ラモンと鬼柳
*
酒は呑まないんだ。言うとラモンは俺のグラスに注ごうとした手を止め、暫く考えたようにしてから砂糖の入ったソーダ水を棚から取り出す。そうして俺のグラスに適量を注いだ。
「というか…お前は昼間から酒を呑むのか」
「ああ、はいまあ」
「……修復作業はまだ序盤なんだが…」
「そうですね。けど今日は休みじゃないですか」
「……」
そうだが、と続けようとして止めた。なにを言ってもラモンは酒を呑むのだろう。ラモンと俺は以前より話すようになり、今ではこのサティスファクションタウン唯一の……友…人…?…話し相手、そう、話し相手だ。
「……なあ」
「はい?」
「なんでお前はまだ敬語なんだ」
確かに俺はこの町の復興指揮を受け持っている。しかしだからと言って敬語は要らない。皆敬語は使わないのだ。この町で敬語を使うのはラモンとニコだけ。サテライトでチームを組んでいた時では敬語なんて有り得なかったから、距離を置かれているような気分になる。
「……先生は」
「ああ」
「チームサティスファクションのリーダーだったんですよね」
「……まあな」
ラモンは応えると、グラスに入った酒を呑む。控え目に上げられた目は真面目な表情だが、しかし目が合うとへらりと笑われた。
「だからです」
「…?」
「だから敬語を使うんです。チームサティスファクションのリーダー、鬼柳京介、だから」
「……」
「ずっと尊敬してたんです。俺より年下の奴らがサテライトを支配したって聞いてから」
やんちゃして痛い目合うのは当たり前で、そうしてセキュリティに捕まったとは聞いていた。
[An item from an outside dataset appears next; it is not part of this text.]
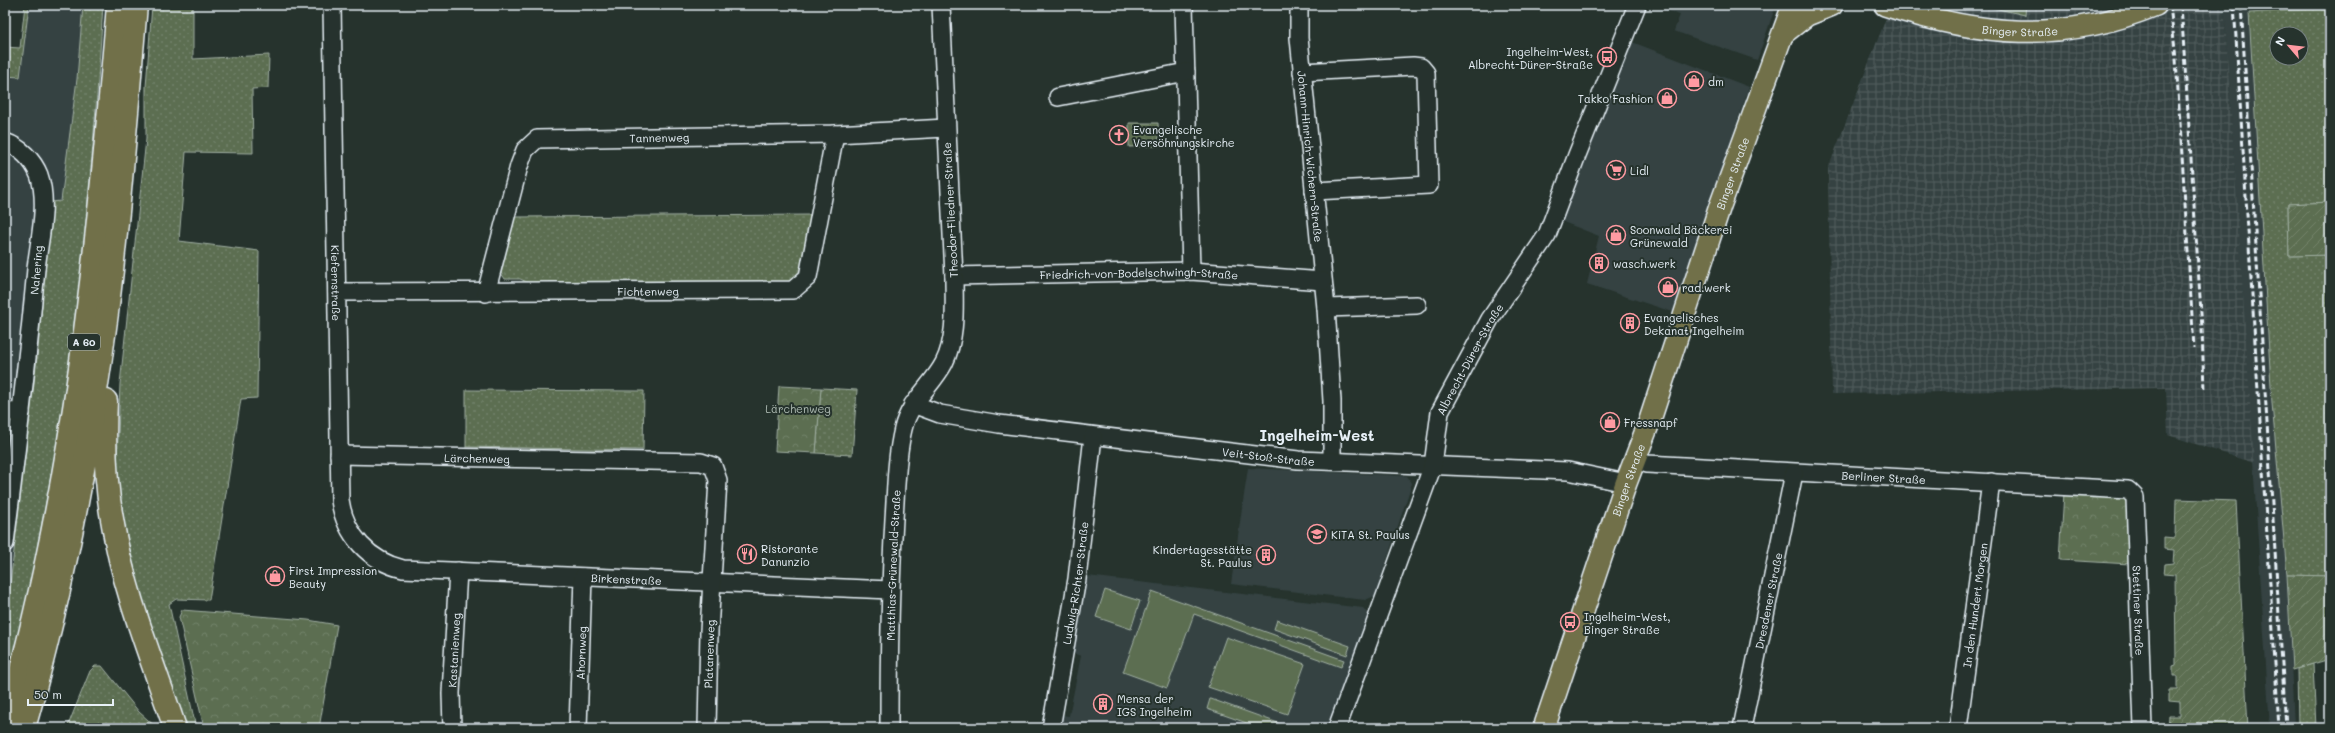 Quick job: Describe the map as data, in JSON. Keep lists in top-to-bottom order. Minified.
{"streets":{"highway":["A 60"],"main road":["Binger Straße"],"street":["Tannenweg","Johann-Hinrich-Wichern-Straße","Theodor-Fliedner-Straße","Nahering","Friedrich-von-Bodelschwingh-Straße","Kiefernstraße","Fichtenweg","Albrecht-Dürer-Straße","Veit-Stoß-Straße","Lärchenweg","Berliner Straße","Matthias-Grünewald-Straße","Birkenstraße","Ludwig-Richter-Straße","Dresdener Straße","In den Hundert Morgen","Stettiner Straße","Kastanienweg","Ahornweg","Platanenweg"]},"crossings":[["Binger Straße","Veit-Stoß-Straße"],["Binger Straße","Berliner Straße"],["Tannenweg","Theodor-Fliedner-Straße"],["Tannenweg","Fichtenweg"],["Johann-Hinrich-Wichern-Straße","Friedrich-von-Bodelschwingh-Straße"],["Johann-Hinrich-Wichern-Straße","Veit-Stoß-Straße"],["Theodor-Fliedner-Straße","Friedrich-von-Bodelschwingh-Straße"],["Theodor-Fliedner-Straße","Veit-Stoß-Straße"],["Theodor-Fliedner-Straße","Matthias-Grünewald-Straße"],["Kiefernstraße","Fichtenweg"],["Kiefernstraße","Lärchenweg"],["Kiefernstraße","Birkenstraße"],["Albrecht-Dürer-Straße","Veit-Stoß-Straße"],["Veit-Stoß-Straße","Matthias-Grünewald-Straße"],["Veit-Stoß-Straße","Ludwig-Richter-Straße"],["Lärchenweg","Birkenstraße"],["Lärchenweg","Platanenweg"],["Berliner Straße","Dresdener Straße"],["Berliner Straße","In den Hundert Morgen"],["Berliner Straße","Stettiner Straße"],["Matthias-Grünewald-Straße","Birkenstraße"],["Birkenstraße","Kastanienweg"],["Birkenstraße","Ahornweg"],["Birkenstraße","Platanenweg"]],"districts":["Ingelheim-West"],"parks":["Lärchenweg"],"places":{"bus stop":["Ingelheim-West, Albrecht-Dürer-Straße","Ingelheim-West, Binger Straße"],"shop":["dm","Takko Fashion","Soonwald Bäckerei Grünewald","rad.werk","Fressnapf","First Impression Beauty"],"church":["Evangelische Versöhnungskirche"],"supermarket":["Lidl"],"building":["wasch.werk","Evangelisches Dekanat Ingelheim","Kindertagesstätte St. Paulus","Mensa der IGS Ingelheim"],"school or university":["KiTA St. Paulus"],"restaurant":["Ristorante Danunzio"]},"scale_bar":"50 m","north":"top left"} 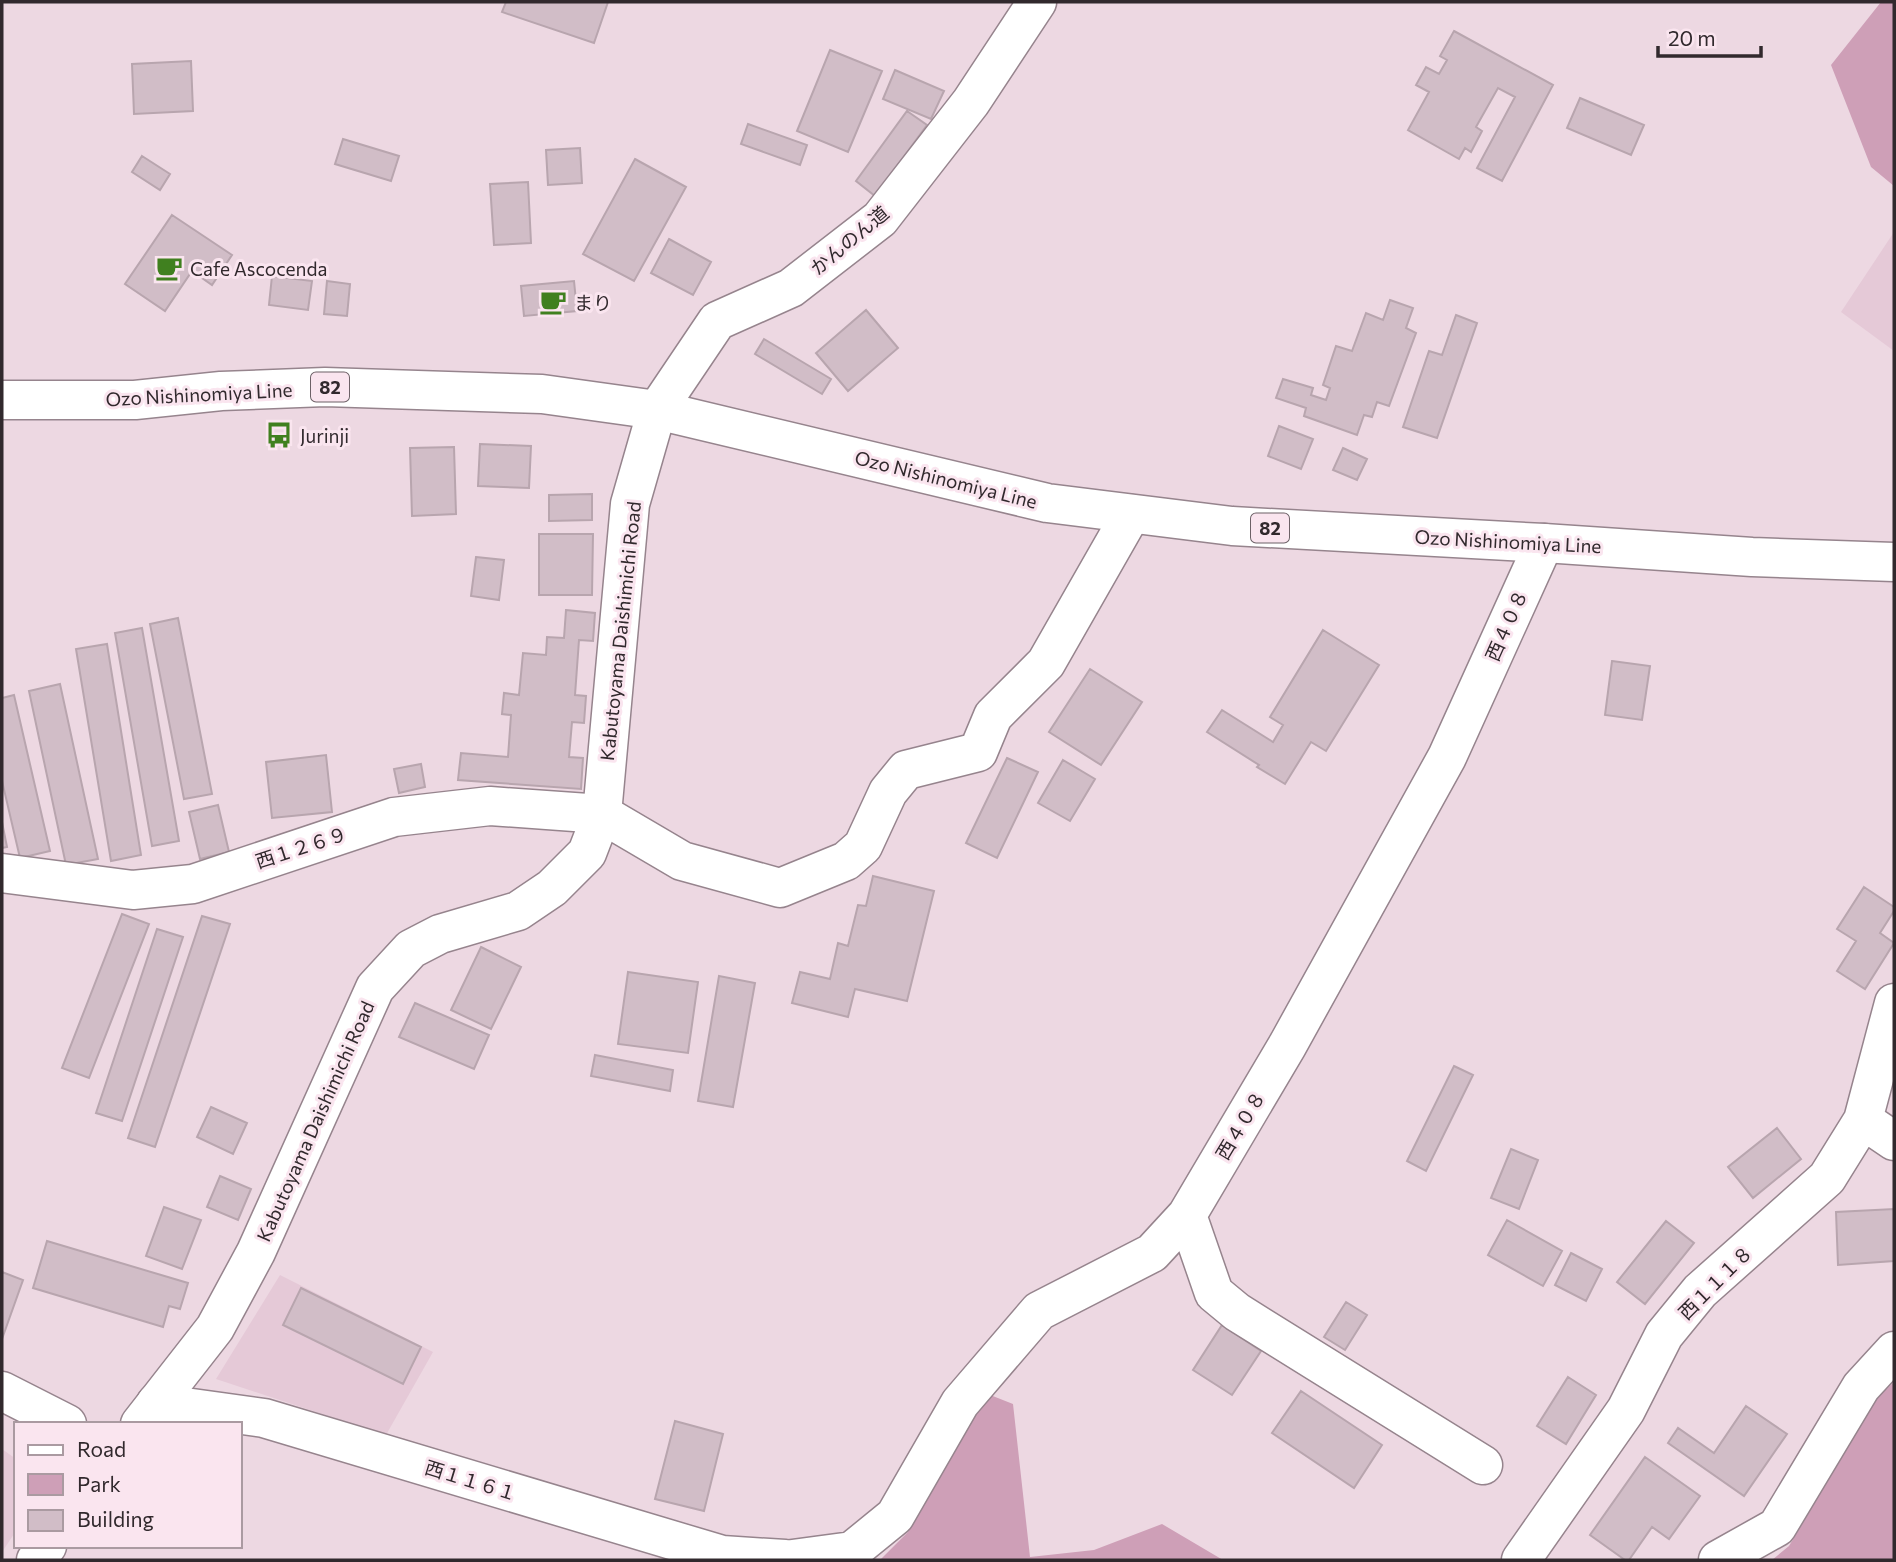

ラモンは軽く説明をし、それから伸ばした手で俺の左頬に触れる。酔っているのだろうか。マーカーをゆるりとなぞり、ラモンは机に突っ伏した。
「あんだけの事してセキュリティから出てくるなんてすっげえっすよ本当、本当すっげえすよ…」
ラモンはそう言って笑う。楽しそうなそれは確実に酔っていると思う。
ただ死んだだけだ。死んで、仲間を傷付けて、消えて。遊星に助けて貰っただけだ。すごくない。すごくはない。